CHAIN-153 — Azure AI Content Safety bypassed via token replay¶
Summary
Severity: Medium · Likelihood: Medium · Logic: ALL
Why this chain matters¶
Content Safety screens LLM outputs, but the moderation verdict is cached client-side for replay. An attacker captures a 'safe' verdict and replays it for different content, bypassing moderation.
Component rules¶
This chain fires when its trigger conditions are met by the following rules.

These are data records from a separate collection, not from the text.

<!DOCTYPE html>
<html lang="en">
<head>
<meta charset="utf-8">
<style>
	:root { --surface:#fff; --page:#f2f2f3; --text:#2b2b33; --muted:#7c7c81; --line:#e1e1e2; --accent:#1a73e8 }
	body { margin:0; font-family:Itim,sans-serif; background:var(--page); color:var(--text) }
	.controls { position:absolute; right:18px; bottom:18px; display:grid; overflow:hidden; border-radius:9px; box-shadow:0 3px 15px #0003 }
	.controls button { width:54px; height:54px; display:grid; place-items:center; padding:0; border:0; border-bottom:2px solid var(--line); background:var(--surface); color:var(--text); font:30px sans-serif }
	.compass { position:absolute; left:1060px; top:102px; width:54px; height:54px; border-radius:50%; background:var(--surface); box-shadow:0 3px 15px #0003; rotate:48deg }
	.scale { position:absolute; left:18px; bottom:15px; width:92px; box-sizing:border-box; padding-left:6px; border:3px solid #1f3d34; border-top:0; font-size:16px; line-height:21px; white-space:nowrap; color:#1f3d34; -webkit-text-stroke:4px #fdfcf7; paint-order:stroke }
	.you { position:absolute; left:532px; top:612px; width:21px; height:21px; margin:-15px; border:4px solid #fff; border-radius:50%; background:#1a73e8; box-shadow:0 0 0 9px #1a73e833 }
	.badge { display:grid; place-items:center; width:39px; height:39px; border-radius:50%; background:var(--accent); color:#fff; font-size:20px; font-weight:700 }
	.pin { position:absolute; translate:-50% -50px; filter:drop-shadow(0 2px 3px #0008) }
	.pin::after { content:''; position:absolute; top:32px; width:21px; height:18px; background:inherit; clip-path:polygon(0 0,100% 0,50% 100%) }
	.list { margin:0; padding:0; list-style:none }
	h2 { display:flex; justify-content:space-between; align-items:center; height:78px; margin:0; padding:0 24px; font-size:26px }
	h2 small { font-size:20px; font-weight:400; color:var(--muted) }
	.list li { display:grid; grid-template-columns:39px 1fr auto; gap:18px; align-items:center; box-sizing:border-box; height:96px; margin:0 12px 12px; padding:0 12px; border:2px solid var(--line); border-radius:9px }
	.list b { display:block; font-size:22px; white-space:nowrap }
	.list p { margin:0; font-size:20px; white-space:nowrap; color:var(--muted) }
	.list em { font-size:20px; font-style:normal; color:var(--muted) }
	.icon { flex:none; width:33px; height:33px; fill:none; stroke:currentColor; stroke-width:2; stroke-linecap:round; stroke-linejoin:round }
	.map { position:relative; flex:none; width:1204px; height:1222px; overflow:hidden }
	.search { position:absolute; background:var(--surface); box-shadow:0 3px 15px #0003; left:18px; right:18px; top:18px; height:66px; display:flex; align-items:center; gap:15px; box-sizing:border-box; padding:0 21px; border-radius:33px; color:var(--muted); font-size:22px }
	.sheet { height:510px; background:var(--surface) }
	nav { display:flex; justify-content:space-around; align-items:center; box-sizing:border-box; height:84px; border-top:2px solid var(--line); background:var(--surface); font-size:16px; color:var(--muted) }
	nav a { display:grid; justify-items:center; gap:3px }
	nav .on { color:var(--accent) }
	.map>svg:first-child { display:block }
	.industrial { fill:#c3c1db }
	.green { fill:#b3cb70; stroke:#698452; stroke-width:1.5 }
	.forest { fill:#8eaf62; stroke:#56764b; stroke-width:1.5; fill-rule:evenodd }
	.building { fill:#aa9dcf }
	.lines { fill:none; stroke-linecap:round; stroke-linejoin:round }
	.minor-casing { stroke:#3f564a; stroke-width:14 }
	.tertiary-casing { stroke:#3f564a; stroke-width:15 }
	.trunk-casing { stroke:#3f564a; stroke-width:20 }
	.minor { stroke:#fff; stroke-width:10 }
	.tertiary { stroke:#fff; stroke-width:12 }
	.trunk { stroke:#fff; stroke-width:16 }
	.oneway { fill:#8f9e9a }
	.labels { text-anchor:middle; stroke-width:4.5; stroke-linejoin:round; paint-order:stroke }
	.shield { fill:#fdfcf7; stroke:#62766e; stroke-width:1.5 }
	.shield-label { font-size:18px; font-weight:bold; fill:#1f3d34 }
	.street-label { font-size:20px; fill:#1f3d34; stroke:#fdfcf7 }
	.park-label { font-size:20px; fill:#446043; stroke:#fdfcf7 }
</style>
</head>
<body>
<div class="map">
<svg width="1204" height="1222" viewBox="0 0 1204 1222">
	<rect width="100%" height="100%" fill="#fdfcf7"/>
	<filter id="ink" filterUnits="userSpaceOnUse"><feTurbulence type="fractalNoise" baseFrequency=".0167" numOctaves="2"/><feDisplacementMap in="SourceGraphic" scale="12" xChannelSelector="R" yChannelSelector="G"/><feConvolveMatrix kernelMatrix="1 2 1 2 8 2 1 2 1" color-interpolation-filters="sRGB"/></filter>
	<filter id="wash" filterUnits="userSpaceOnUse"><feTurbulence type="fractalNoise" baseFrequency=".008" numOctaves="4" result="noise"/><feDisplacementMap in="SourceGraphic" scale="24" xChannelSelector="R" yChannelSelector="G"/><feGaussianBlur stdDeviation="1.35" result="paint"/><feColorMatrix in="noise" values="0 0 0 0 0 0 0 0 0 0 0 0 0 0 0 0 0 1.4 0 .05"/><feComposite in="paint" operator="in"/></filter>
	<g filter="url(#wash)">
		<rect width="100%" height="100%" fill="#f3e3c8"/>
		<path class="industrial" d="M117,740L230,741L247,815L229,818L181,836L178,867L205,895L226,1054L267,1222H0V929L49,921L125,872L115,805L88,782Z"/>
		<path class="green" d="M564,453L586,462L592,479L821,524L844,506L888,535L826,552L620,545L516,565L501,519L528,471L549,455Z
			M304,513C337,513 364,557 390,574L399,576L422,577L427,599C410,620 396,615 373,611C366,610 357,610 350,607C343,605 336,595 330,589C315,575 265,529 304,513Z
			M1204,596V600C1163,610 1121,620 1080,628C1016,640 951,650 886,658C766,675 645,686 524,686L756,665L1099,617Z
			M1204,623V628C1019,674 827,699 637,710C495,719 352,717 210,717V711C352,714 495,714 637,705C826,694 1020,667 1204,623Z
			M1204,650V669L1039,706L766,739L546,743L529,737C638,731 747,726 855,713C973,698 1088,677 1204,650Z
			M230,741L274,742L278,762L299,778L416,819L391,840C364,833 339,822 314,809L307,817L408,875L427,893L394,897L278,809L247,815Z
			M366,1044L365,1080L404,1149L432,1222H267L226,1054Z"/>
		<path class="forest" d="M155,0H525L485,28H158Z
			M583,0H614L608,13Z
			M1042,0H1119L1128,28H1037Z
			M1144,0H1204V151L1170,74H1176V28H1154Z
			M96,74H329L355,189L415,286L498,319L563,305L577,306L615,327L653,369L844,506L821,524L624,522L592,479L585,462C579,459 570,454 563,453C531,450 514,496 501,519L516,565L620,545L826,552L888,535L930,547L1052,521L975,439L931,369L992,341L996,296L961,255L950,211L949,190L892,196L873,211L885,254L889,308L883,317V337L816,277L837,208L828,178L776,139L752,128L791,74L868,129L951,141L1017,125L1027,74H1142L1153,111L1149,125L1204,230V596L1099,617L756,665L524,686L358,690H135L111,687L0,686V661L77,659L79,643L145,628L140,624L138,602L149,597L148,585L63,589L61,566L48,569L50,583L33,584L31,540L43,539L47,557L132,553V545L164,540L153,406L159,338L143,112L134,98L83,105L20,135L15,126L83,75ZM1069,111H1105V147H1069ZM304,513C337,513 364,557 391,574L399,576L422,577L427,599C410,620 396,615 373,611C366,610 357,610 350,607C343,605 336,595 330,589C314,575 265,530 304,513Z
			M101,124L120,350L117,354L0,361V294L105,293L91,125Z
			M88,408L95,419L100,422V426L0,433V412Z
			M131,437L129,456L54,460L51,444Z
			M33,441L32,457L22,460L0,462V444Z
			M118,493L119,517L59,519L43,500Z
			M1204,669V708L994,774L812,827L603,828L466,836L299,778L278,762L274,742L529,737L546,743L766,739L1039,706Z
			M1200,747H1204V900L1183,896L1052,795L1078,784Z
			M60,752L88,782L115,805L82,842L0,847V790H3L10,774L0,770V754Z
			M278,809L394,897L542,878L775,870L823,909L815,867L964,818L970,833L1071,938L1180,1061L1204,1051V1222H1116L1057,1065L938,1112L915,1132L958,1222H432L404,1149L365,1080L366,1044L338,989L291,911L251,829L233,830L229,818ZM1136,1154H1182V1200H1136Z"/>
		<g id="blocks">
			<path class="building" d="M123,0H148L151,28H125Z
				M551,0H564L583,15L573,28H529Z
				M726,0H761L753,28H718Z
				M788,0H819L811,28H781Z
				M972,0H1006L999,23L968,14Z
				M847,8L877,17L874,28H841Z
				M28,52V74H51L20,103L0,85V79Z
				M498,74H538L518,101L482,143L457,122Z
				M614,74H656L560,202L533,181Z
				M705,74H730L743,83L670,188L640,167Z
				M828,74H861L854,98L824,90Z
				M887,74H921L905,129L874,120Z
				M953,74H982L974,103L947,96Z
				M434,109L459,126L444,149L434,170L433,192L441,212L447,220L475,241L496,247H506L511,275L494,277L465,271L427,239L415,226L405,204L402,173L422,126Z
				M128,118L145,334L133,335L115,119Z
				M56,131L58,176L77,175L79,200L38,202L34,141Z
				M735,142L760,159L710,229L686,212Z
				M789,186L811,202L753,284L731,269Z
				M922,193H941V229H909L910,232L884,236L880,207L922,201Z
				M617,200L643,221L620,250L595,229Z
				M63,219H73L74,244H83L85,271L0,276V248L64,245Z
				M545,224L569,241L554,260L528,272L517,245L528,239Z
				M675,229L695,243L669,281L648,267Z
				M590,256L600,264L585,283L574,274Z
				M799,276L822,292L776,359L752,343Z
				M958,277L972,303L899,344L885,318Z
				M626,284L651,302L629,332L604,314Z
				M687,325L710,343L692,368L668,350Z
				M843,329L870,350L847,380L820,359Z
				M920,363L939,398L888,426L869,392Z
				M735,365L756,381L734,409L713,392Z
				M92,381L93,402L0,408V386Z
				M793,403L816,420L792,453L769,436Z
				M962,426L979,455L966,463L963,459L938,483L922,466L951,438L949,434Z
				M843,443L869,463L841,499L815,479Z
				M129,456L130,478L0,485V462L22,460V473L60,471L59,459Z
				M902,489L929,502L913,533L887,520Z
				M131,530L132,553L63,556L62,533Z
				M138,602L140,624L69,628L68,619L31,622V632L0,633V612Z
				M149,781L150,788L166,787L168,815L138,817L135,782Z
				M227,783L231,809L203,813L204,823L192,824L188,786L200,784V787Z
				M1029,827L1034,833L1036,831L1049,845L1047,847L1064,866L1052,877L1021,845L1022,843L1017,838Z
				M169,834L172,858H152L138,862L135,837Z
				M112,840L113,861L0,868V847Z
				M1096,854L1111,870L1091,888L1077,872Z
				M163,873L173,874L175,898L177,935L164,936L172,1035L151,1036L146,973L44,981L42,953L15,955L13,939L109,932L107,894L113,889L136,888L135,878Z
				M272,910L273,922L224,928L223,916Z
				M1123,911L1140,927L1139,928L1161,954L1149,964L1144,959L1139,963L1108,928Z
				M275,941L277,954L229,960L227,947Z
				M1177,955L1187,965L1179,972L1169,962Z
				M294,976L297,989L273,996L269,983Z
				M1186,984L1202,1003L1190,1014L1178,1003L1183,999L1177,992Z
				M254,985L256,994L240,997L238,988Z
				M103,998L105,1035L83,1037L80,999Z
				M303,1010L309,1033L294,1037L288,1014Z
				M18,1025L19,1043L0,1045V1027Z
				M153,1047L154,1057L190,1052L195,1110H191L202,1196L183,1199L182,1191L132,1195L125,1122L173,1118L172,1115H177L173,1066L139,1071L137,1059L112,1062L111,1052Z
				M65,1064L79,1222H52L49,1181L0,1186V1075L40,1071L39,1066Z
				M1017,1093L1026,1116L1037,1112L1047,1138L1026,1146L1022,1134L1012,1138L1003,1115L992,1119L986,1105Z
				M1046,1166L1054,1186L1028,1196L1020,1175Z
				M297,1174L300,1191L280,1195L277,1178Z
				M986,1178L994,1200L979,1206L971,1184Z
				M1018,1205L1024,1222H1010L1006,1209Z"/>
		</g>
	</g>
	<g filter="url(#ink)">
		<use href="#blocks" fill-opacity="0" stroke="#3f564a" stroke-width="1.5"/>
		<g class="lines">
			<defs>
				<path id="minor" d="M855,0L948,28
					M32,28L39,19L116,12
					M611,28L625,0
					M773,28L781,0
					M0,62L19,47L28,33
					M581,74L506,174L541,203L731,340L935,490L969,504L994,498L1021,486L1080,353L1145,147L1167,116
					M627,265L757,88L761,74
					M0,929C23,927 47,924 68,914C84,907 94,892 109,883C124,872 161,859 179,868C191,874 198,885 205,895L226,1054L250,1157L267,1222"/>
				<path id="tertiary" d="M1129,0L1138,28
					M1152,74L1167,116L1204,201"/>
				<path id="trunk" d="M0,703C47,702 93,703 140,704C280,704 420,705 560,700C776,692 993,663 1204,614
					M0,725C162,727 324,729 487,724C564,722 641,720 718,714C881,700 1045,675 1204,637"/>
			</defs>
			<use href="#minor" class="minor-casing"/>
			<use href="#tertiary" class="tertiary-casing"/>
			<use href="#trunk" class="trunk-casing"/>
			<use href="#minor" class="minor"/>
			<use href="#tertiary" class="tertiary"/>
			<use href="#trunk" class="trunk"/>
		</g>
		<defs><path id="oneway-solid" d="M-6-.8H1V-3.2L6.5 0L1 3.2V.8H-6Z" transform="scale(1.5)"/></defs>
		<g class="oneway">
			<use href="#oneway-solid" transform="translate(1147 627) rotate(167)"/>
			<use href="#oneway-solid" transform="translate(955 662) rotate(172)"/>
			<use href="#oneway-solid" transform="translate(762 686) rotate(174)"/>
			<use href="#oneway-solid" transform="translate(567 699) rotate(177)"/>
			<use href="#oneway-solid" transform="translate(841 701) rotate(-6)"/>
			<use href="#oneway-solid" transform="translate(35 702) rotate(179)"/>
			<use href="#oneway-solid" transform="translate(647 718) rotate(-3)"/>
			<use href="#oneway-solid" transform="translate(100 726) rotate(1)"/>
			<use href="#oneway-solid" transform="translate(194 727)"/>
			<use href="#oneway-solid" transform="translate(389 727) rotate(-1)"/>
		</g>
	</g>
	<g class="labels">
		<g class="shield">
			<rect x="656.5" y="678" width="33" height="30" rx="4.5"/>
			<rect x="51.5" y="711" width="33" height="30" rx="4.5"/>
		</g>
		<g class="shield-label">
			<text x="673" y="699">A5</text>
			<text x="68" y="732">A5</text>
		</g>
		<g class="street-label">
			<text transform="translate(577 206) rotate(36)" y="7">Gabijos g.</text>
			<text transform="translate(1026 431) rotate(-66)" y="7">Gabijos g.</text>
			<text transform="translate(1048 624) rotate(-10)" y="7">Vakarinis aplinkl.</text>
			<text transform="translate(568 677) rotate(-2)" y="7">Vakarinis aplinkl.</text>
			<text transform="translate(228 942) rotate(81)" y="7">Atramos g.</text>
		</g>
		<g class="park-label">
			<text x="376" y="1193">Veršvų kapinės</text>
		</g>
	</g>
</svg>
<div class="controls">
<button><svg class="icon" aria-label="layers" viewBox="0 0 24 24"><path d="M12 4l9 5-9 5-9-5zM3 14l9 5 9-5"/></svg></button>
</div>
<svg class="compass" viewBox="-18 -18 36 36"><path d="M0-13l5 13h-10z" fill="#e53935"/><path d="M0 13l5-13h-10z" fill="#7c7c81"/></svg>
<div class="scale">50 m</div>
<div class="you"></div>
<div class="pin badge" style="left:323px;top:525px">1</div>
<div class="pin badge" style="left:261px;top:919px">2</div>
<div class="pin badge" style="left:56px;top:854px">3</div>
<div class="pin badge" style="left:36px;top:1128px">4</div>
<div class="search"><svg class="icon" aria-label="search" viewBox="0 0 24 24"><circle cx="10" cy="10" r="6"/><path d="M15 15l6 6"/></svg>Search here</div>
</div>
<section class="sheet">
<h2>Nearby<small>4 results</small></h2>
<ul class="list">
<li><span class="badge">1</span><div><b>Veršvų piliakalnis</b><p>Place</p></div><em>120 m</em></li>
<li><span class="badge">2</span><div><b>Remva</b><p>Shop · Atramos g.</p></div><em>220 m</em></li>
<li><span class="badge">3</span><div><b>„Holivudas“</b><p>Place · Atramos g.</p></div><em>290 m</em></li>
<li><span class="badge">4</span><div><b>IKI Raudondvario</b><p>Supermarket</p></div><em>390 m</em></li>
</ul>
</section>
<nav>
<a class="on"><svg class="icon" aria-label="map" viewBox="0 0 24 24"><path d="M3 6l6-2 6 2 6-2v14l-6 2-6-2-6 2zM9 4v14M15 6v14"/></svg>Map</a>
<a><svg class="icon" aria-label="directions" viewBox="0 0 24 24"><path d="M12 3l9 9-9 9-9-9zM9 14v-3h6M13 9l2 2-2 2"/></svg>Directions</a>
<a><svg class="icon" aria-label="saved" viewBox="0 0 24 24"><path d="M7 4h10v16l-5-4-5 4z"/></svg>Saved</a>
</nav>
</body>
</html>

Click any rule to see its detection logic and compliance mappings.
| Rule ID | Role |
|---|---|
zt_ai_006 |
Trigger |
zt_vis_002 |
Trigger |
Attack walkthrough¶
Step 1 — Observe moderation verdict traffic; capture 'safe' signatures.¶
Actor: Attacker
MITRE ATT&CK: T1557.002
Enabled by: zt_ai_006
Attacker gain: Captured 'safe' moderation token.
Step 2 — Submit harmful content, present cached token; app accepts.¶
Actor: Attacker
MITRE ATT&CK: T1550.004
Enabled by: zt_vis_002
Attacker gain: Moderation bypass.
Blast radius¶
| Initial access | Client-side moderation cache. |
| Max privilege | Moderation bypass. |
| Data at risk | Moderation integrity |
| Services at risk | Content Safety consumers |
How the logic works¶
The chain fires only when every rule above has at least one finding in the current scan. Missing any one rule breaks the chain — so remediating any single step disrupts the attack path.